■ **TASK TO CARRY OUT**
Search the entries for the word "Derry". Copy every line that holds it.

*** DATA RECORDS ***

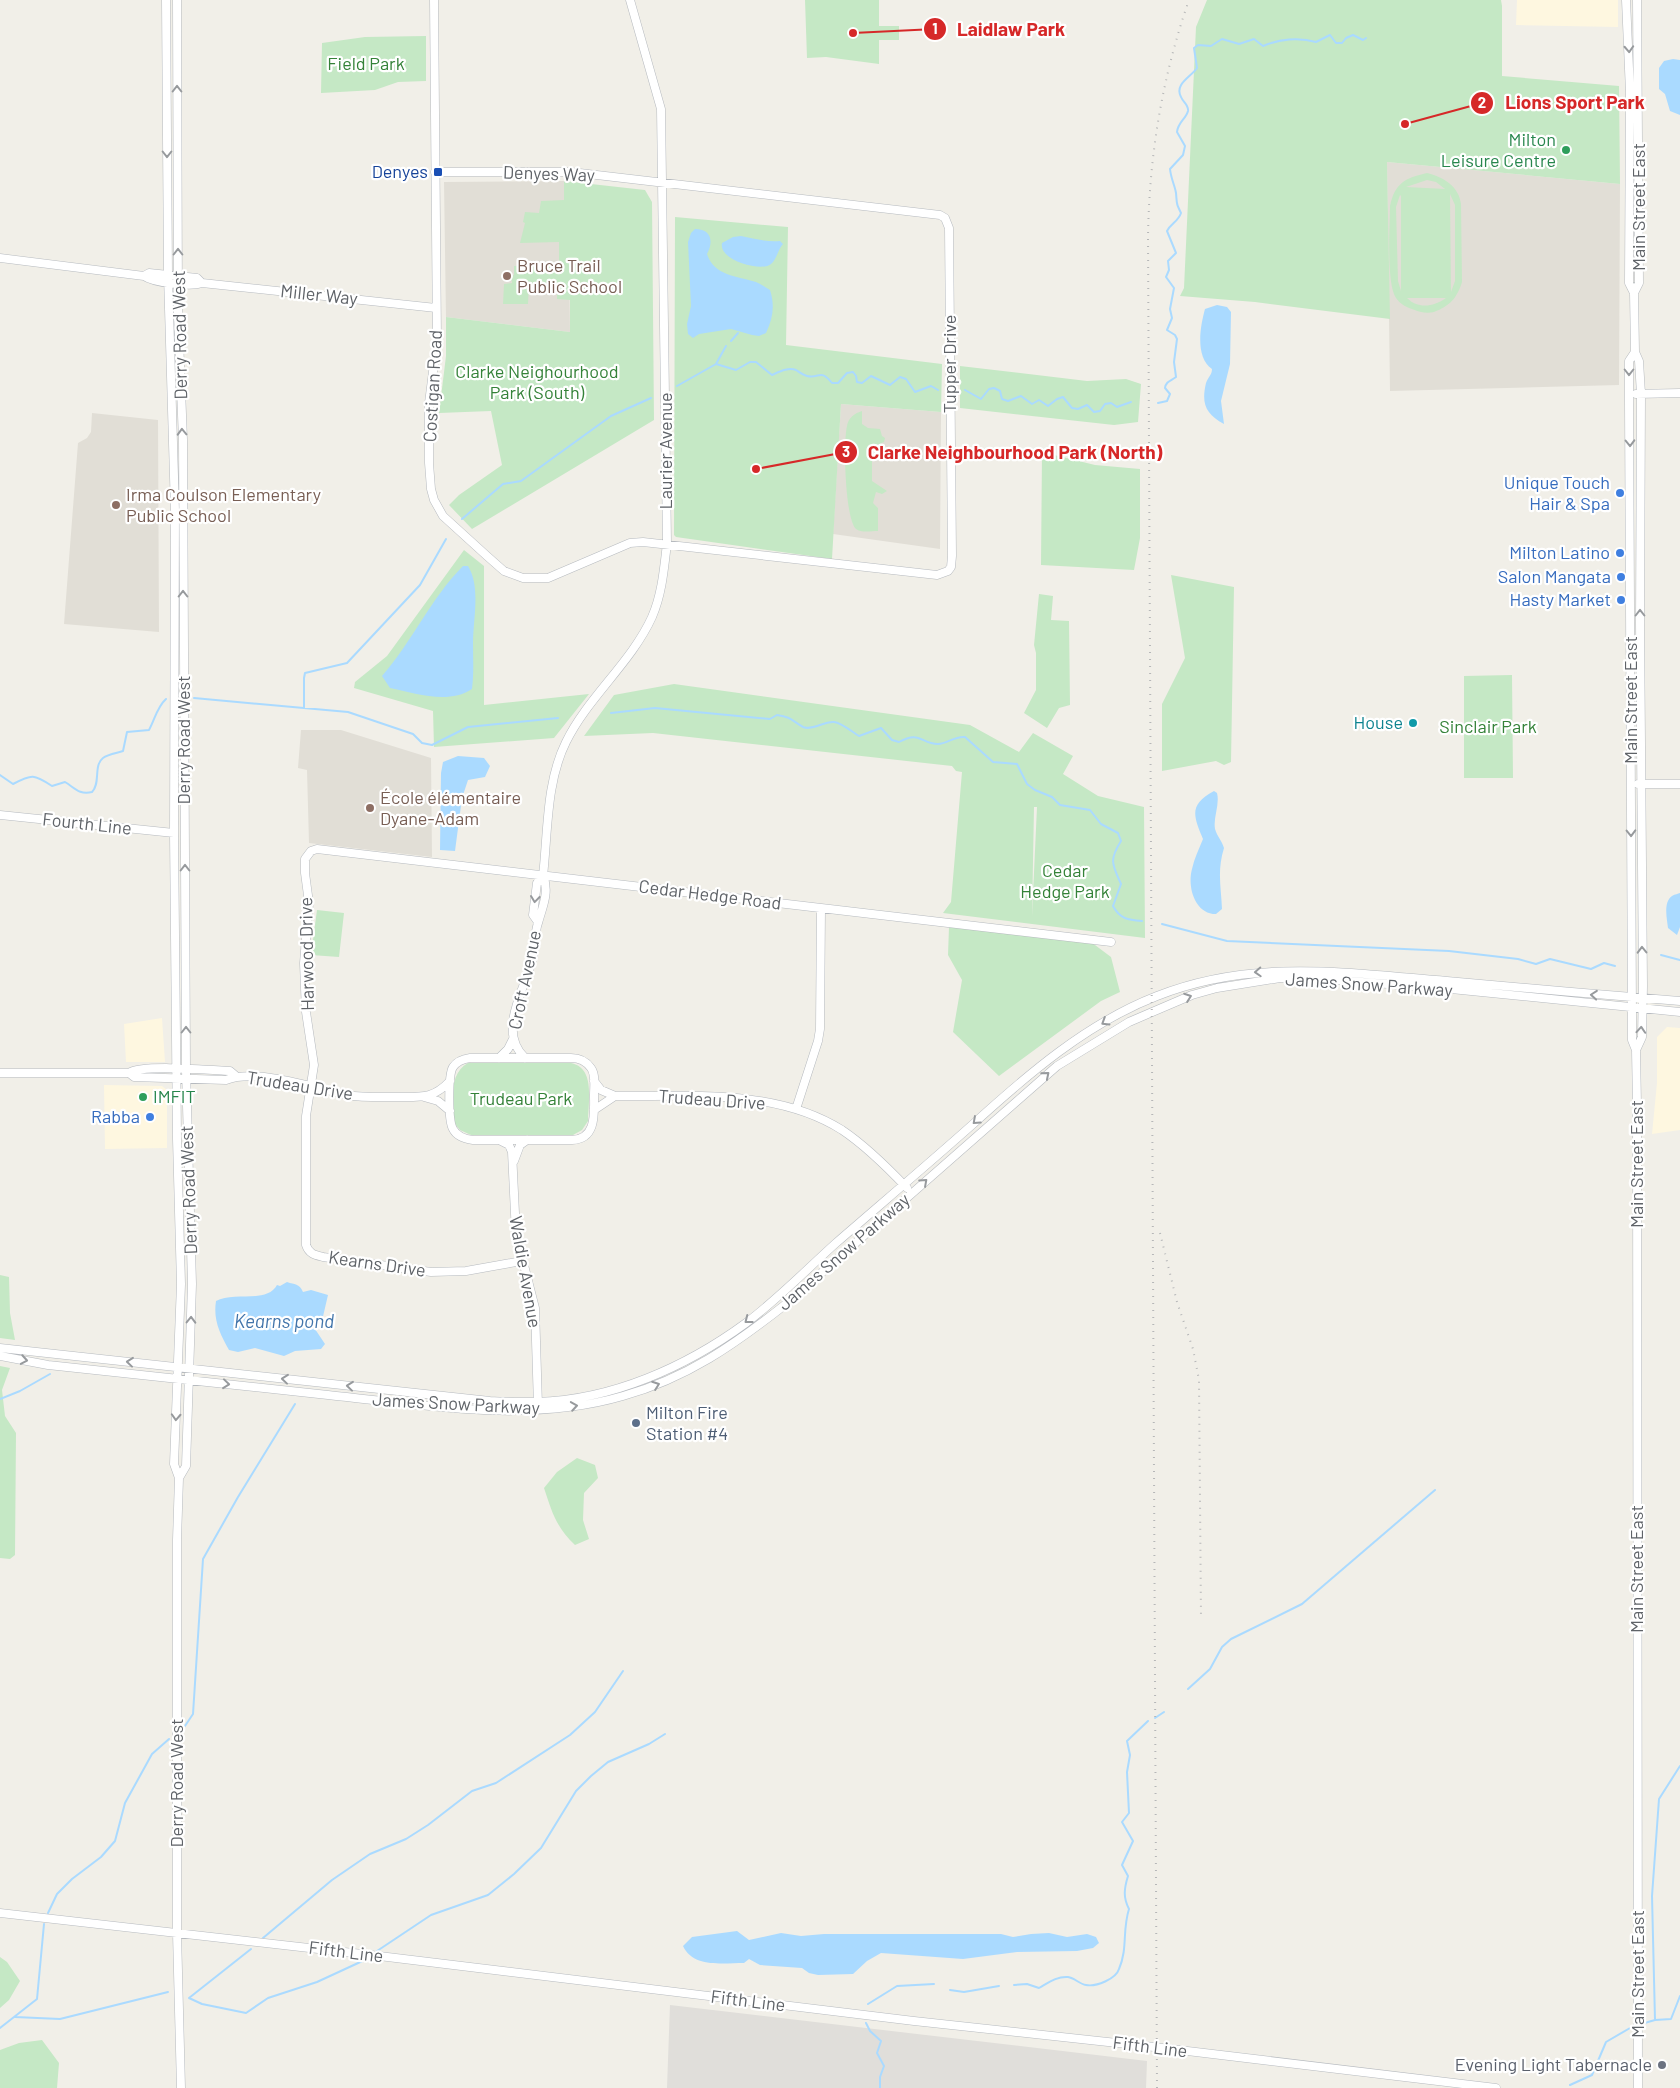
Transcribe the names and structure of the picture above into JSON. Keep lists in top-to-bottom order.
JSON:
{
  "streets": {
    "main road": [
      "Denyes Way",
      "Main Street East",
      "Miller Way",
      "Derry Road West",
      "Tupper Drive",
      "Costigan Road",
      "Laurier Avenue",
      "Fourth Line",
      "Cedar Hedge Road",
      "Harwood Drive",
      "Croft Avenue",
      "James Snow Parkway",
      "Trudeau Drive",
      "Kearns Drive",
      "Waldie Avenue",
      "Fifth Line"
    ]
  },
  "crossings": [
    ["Denyes Way", "Tupper Drive"],
    ["Denyes Way", "Costigan Road"],
    ["Denyes Way", "Laurier Avenue"],
    ["Main Street East", "James Snow Parkway"],
    ["Miller Way", "Derry Road West"],
    ["Miller Way", "Costigan Road"],
    ["Derry Road West", "Fourth Line"],
    ["Derry Road West", "James Snow Parkway"],
    ["Derry Road West", "Trudeau Drive"],
    ["Derry Road West", "Fifth Line"],
    ["Tupper Drive", "Costigan Road"],
    ["Tupper Drive", "Laurier Avenue"],
    ["Costigan Road", "Laurier Avenue"],
    ["Laurier Avenue", "Cedar Hedge Road"],
    ["Laurier Avenue", "Croft Avenue"],
    ["Cedar Hedge Road", "Harwood Drive"],
    ["Cedar Hedge Road", "Croft Avenue"],
    ["Harwood Drive", "Trudeau Drive"],
    ["Harwood Drive", "Kearns Drive"],
    ["Croft Avenue", "Trudeau Drive"],
    ["James Snow Parkway", "Trudeau Drive"],
    ["James Snow Parkway", "Waldie Avenue"],
    ["Trudeau Drive", "Kearns Drive"],
    ["Trudeau Drive", "Waldie Avenue"],
    ["Kearns Drive", "Waldie Avenue"]
  ],
  "water": ["Kearns pond"],
  "parks": [
    "Field Park",
    "Clarke Neighourhood Park (South)",
    "Sinclair Park",
    "Cedar Hedge Park",
    "Trudeau Park"
  ],
  "places": {
    "other": [
      "Laidlaw Park",
      "Lions Sport Park",
      "Milton Leisure Centre",
      "Bruce Trail Public School",
      "Clarke Neighbourhood Park (North)",
      "Unique Touch Hair & Spa",
      "Irma Coulson Elementary Public School",
      "Milton Latino",
      "Salon Mangata",
      "Hasty Market",
      "House",
      "École élémentaire Dyane-Adam",
      "IMFIT",
      "Rabba",
      "Milton Fire Station #4",
      "Evening Light Tabernacle"
    ],
    "transit": ["Denyes"]
  }
}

*** End of DATA RECORDS ***

■ **SOLUTION FOR THIS EXERCISE**
      "Derry Road West",
    ["Miller Way", "Derry Road West"],
    ["Derry Road West", "Fourth Line"],
    ["Derry Road West", "James Snow Parkway"],
    ["Derry Road West", "Trudeau Drive"],
    ["Derry Road West", "Fifth Line"],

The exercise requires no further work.